**TASK DETAILS**
Reproduce all of the records word for word, omitting the pictures.

#### DATASET ENTRIES

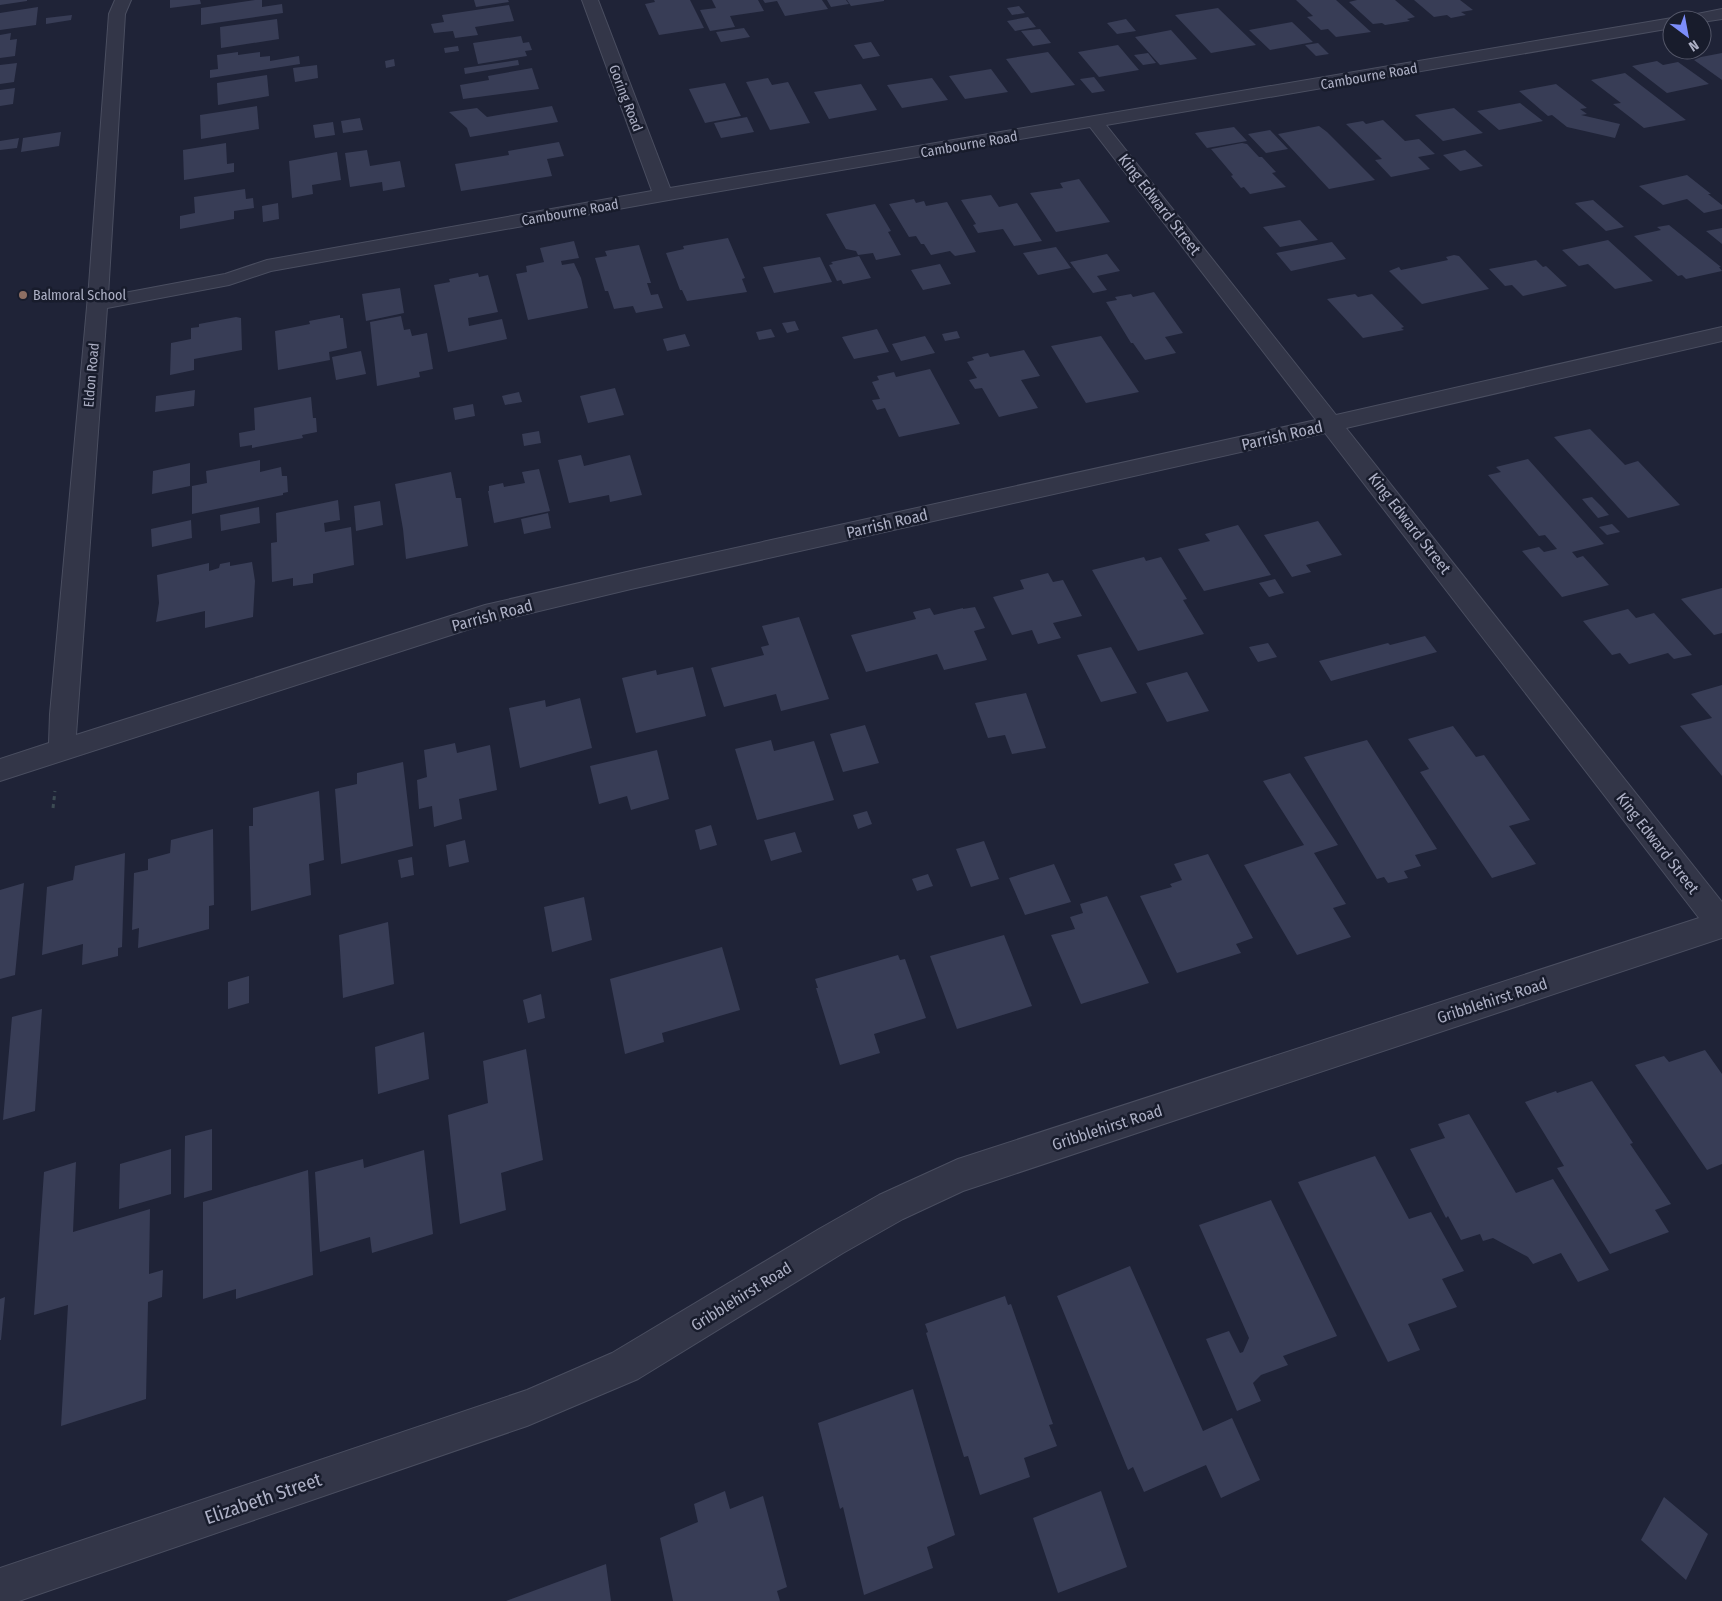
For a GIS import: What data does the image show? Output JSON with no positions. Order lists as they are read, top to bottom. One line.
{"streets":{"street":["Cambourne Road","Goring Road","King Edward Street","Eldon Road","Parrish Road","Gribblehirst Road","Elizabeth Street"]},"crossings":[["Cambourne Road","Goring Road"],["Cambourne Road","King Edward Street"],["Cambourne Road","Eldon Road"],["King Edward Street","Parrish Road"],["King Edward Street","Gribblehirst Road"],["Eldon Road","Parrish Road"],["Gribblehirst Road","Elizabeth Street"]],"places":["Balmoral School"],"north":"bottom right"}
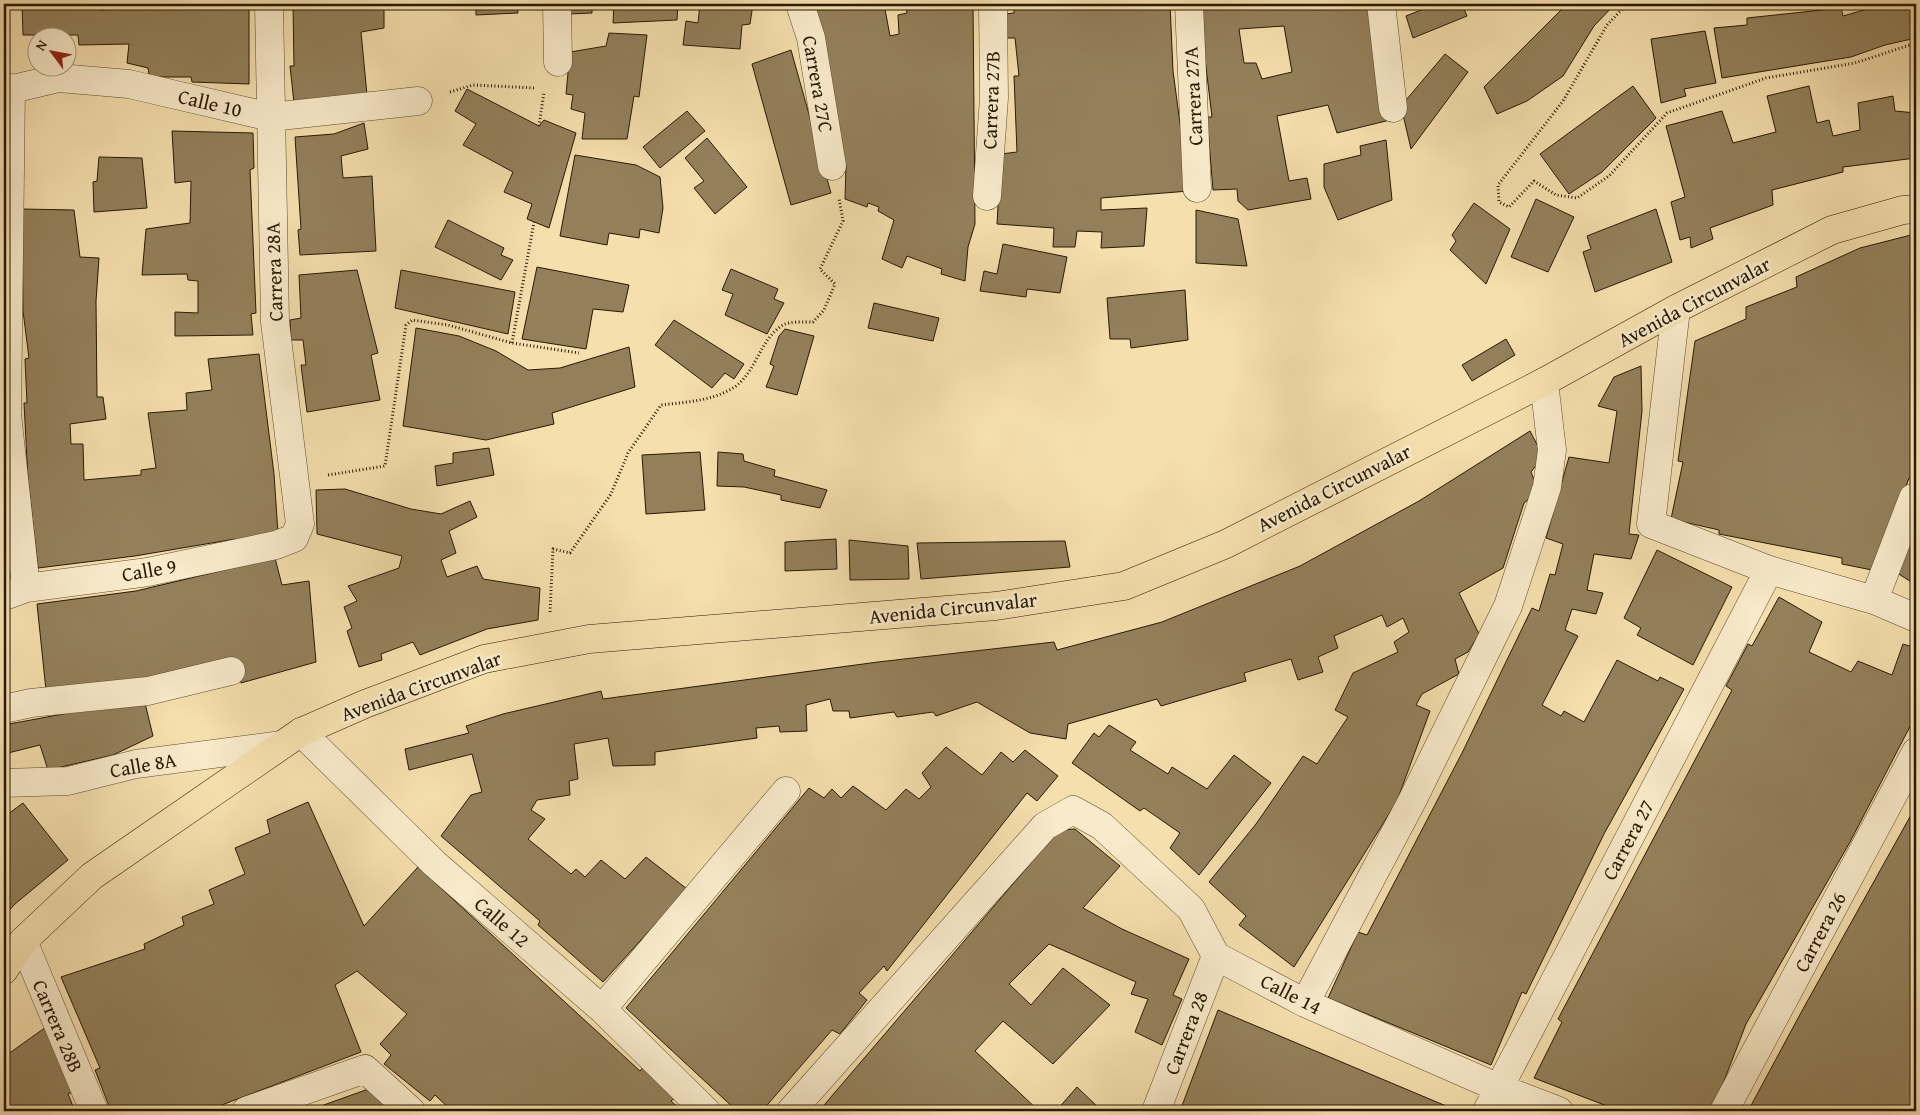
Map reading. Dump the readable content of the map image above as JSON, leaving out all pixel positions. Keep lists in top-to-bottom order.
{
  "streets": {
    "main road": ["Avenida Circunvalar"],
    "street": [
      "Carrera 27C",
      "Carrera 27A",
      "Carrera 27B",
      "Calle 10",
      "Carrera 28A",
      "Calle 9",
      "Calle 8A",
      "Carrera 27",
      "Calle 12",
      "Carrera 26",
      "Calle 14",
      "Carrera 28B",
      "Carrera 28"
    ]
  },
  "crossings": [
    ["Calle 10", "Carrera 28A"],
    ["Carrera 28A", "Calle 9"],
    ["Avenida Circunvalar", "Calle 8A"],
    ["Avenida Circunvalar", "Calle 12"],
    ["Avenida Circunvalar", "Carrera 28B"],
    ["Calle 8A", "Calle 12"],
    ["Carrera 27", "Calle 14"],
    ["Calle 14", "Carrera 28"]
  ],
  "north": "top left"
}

########

**RESPONSE AREA**
For a GIS import: What data does the image show? Output JSON with no positions. Order lists as they are read, top to bottom. One line.
{"streets":{"street":["Cambourne Road","Goring Road","King Edward Street","Eldon Road","Parrish Road","Gribblehirst Road","Elizabeth Street"]},"crossings":[["Cambourne Road","Goring Road"],["Cambourne Road","King Edward Street"],["Cambourne Road","Eldon Road"],["King Edward Street","Parrish Road"],["King Edward Street","Gribblehirst Road"],["Eldon Road","Parrish Road"],["Gribblehirst Road","Elizabeth Street"]],"places":["Balmoral School"],"north":"bottom right"}
Map reading. Dump the readable content of the map image above as JSON, leaving out all pixel positions. Keep lists in top-to-bottom order.
{
  "streets": {
    "main road": ["Avenida Circunvalar"],
    "street": [
      "Carrera 27C",
      "Carrera 27A",
      "Carrera 27B",
      "Calle 10",
      "Carrera 28A",
      "Calle 9",
      "Calle 8A",
      "Carrera 27",
      "Calle 12",
      "Carrera 26",
      "Calle 14",
      "Carrera 28B",
      "Carrera 28"
    ]
  },
  "crossings": [
    ["Calle 10", "Carrera 28A"],
    ["Carrera 28A", "Calle 9"],
    ["Avenida Circunvalar", "Calle 8A"],
    ["Avenida Circunvalar", "Calle 12"],
    ["Avenida Circunvalar", "Carrera 28B"],
    ["Calle 8A", "Calle 12"],
    ["Carrera 27", "Calle 14"],
    ["Calle 14", "Carrera 28"]
  ],
  "north": "top left"
}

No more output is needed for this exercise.